* [Brief] Keep only those lines of the records that include the string "roads".

---------- Material shown

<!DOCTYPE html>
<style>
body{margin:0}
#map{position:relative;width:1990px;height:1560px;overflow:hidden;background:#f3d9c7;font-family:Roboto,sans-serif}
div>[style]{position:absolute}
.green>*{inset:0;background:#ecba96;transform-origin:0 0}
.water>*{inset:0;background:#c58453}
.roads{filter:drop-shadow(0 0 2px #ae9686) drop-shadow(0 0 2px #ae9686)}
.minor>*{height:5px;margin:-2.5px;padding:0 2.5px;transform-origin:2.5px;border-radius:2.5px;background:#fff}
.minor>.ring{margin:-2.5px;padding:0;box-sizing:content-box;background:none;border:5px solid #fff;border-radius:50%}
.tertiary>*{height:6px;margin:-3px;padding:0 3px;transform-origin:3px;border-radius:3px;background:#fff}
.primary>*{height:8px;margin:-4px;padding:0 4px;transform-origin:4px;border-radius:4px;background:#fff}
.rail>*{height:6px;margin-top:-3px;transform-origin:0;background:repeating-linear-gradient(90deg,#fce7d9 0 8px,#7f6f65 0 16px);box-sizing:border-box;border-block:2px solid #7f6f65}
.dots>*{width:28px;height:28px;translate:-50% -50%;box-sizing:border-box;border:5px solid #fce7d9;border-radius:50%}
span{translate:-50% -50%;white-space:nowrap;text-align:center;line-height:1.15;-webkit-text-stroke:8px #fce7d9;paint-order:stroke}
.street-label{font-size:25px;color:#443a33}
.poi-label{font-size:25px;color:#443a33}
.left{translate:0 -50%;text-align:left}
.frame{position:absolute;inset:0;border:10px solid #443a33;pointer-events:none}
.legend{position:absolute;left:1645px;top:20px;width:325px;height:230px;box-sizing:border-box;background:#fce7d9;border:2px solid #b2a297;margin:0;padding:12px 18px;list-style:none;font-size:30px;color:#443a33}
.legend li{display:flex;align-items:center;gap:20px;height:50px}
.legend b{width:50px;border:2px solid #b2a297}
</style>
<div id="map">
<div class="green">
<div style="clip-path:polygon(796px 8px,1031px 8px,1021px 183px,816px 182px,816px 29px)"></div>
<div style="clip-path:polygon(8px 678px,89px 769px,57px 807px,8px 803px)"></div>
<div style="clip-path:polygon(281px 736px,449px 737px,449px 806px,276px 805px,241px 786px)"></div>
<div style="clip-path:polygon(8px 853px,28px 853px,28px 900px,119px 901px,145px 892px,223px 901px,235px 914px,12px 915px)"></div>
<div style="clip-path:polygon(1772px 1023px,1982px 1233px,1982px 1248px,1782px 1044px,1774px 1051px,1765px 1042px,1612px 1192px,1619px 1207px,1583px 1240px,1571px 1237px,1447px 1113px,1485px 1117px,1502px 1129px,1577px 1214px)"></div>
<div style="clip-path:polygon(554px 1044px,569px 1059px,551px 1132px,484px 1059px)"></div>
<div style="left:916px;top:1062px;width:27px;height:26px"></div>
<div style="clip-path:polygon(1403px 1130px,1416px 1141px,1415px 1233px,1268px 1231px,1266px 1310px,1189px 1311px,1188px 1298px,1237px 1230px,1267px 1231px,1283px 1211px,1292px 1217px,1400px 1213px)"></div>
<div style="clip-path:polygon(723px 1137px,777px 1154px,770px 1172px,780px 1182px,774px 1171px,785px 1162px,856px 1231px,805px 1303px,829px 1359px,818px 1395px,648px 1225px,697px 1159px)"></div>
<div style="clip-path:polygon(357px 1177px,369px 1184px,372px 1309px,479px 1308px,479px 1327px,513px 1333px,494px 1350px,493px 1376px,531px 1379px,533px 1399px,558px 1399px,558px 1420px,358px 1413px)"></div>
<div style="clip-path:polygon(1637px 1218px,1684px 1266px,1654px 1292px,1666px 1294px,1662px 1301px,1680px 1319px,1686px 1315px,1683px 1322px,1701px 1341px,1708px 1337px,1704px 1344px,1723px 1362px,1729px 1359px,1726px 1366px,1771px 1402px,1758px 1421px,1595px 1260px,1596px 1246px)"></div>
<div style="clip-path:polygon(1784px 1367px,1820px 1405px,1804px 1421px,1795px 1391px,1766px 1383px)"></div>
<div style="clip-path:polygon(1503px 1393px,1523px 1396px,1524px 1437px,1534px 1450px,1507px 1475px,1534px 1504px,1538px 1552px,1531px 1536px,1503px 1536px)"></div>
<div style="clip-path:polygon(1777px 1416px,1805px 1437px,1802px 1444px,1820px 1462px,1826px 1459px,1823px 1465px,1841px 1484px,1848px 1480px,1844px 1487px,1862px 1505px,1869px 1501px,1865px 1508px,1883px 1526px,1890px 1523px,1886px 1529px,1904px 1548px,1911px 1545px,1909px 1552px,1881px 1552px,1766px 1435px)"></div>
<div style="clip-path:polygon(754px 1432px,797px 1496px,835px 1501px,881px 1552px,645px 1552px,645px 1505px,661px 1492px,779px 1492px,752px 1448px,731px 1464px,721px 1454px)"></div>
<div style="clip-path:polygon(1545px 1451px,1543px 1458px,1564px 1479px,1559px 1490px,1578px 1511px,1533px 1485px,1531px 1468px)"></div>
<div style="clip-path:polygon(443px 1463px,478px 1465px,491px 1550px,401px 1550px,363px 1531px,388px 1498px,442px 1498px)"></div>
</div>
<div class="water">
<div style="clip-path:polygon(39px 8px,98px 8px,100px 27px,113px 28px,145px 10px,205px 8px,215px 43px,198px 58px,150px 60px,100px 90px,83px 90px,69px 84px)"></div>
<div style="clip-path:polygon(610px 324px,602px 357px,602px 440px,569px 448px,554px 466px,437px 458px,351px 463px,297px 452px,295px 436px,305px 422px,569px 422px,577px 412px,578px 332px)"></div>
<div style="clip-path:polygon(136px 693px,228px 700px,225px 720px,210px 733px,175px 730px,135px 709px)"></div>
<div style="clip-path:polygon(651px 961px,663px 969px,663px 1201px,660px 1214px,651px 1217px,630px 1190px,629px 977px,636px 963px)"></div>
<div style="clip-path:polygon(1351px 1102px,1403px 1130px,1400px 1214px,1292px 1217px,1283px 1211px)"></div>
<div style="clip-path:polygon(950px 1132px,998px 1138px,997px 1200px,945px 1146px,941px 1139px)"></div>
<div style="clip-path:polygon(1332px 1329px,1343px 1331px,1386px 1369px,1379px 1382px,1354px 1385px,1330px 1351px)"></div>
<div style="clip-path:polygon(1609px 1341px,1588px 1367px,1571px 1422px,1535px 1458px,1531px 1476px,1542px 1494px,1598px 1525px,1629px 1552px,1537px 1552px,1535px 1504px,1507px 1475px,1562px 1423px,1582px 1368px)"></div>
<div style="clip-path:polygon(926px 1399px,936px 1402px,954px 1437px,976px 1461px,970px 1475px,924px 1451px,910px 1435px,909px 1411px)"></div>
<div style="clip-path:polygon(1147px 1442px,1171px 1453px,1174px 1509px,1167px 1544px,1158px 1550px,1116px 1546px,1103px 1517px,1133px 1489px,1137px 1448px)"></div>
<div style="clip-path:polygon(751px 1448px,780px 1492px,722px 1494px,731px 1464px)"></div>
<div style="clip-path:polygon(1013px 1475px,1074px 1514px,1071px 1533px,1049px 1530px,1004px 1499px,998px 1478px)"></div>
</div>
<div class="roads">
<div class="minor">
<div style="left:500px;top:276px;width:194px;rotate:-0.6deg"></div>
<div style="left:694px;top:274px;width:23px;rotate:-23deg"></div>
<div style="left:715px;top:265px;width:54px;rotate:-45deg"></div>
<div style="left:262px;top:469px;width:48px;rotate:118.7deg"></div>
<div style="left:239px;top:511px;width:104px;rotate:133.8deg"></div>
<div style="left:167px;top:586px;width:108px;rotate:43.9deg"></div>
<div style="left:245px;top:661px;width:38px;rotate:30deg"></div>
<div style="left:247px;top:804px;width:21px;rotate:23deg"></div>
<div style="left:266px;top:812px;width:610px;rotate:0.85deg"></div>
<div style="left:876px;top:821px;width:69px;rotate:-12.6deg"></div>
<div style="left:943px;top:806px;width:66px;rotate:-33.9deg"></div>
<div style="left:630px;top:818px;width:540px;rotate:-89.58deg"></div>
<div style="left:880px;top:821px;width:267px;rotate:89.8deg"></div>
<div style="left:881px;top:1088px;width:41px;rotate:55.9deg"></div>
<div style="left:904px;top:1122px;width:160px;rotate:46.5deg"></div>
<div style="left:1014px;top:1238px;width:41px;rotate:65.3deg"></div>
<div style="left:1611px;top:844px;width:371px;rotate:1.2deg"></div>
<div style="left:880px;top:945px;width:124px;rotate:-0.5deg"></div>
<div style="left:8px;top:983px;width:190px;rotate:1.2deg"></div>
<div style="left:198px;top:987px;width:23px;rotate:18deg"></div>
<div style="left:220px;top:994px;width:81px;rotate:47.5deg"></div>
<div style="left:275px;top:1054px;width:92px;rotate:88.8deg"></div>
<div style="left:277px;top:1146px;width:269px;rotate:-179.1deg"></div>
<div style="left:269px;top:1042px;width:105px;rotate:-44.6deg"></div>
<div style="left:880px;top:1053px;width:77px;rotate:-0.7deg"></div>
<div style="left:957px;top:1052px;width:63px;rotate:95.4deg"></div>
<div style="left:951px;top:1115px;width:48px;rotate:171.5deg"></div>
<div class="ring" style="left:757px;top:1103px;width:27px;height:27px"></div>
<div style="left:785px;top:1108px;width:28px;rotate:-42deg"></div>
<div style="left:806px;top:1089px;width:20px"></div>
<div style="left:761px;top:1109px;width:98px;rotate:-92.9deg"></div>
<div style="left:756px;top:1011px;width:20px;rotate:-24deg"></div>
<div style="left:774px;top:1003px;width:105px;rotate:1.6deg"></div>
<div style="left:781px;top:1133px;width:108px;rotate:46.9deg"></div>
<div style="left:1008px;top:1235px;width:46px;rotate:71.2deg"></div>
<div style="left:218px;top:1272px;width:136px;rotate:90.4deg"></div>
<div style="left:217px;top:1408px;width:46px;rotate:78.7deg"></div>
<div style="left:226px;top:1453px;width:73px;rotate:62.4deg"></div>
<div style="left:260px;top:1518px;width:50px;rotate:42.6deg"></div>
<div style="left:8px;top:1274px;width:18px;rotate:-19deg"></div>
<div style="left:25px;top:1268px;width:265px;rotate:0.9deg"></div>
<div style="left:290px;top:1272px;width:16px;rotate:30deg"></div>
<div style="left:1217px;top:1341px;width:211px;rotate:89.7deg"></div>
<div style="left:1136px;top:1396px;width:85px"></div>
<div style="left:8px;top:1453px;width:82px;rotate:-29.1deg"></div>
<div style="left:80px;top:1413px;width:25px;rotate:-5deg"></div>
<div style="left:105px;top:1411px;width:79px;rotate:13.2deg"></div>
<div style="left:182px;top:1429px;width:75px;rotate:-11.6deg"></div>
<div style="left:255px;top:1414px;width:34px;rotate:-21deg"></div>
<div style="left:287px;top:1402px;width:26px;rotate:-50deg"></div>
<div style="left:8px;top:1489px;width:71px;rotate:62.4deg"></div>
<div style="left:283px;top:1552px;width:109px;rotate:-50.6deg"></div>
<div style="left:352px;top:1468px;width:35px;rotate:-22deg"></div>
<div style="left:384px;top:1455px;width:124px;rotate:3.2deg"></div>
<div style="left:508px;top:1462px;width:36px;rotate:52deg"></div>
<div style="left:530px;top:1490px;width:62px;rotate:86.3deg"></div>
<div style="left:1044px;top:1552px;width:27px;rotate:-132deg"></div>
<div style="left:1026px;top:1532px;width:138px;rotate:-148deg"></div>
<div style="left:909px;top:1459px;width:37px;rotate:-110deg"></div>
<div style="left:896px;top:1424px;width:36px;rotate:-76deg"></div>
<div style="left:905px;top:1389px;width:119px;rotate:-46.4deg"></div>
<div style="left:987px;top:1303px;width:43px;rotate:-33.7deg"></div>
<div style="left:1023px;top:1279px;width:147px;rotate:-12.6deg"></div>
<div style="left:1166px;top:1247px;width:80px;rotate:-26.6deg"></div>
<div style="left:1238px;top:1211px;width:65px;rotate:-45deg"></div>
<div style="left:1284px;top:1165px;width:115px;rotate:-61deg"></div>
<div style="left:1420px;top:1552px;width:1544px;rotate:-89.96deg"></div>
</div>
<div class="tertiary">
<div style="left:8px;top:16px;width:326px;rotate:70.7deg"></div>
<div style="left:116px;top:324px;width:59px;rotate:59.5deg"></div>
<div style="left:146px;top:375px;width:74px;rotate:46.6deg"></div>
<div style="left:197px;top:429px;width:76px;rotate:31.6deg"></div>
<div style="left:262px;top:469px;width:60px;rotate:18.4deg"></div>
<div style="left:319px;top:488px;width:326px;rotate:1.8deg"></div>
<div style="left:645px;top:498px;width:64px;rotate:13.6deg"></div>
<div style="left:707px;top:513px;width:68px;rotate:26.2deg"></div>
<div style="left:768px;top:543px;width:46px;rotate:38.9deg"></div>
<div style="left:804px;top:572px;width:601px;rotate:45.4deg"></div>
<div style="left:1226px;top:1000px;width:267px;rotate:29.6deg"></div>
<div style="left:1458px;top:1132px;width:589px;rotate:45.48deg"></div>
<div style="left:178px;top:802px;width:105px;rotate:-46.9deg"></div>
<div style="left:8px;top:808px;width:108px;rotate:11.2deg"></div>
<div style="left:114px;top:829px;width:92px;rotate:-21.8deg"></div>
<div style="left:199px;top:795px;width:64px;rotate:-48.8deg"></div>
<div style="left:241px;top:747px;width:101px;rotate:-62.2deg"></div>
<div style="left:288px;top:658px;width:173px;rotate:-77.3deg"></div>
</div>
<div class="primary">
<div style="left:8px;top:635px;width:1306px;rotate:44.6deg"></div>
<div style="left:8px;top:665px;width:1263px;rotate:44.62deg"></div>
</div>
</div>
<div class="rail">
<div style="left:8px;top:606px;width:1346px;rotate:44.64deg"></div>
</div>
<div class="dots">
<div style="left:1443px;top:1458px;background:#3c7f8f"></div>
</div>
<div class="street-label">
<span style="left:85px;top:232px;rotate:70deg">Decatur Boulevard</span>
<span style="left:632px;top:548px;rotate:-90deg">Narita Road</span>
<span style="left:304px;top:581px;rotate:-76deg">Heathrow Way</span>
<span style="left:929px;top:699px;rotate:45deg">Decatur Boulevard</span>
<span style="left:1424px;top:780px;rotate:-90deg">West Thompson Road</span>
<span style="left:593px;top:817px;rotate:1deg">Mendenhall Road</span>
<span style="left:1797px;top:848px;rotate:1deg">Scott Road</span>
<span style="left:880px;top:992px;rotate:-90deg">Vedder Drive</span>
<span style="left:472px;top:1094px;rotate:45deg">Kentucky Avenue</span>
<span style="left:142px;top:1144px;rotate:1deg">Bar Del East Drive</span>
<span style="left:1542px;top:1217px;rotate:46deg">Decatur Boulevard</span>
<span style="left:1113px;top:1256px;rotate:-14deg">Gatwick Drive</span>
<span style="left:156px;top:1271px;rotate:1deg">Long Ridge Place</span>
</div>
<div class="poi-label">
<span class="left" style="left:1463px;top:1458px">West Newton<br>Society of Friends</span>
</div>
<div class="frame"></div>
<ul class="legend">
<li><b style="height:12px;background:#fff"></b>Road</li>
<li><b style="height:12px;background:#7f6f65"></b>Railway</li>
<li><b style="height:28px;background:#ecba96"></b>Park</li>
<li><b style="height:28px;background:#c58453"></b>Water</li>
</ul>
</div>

--------------------

* [Your response]
.roads{filter:drop-shadow(0 0 2px #ae9686) drop-shadow(0 0 2px #ae9686)}
<div class="roads">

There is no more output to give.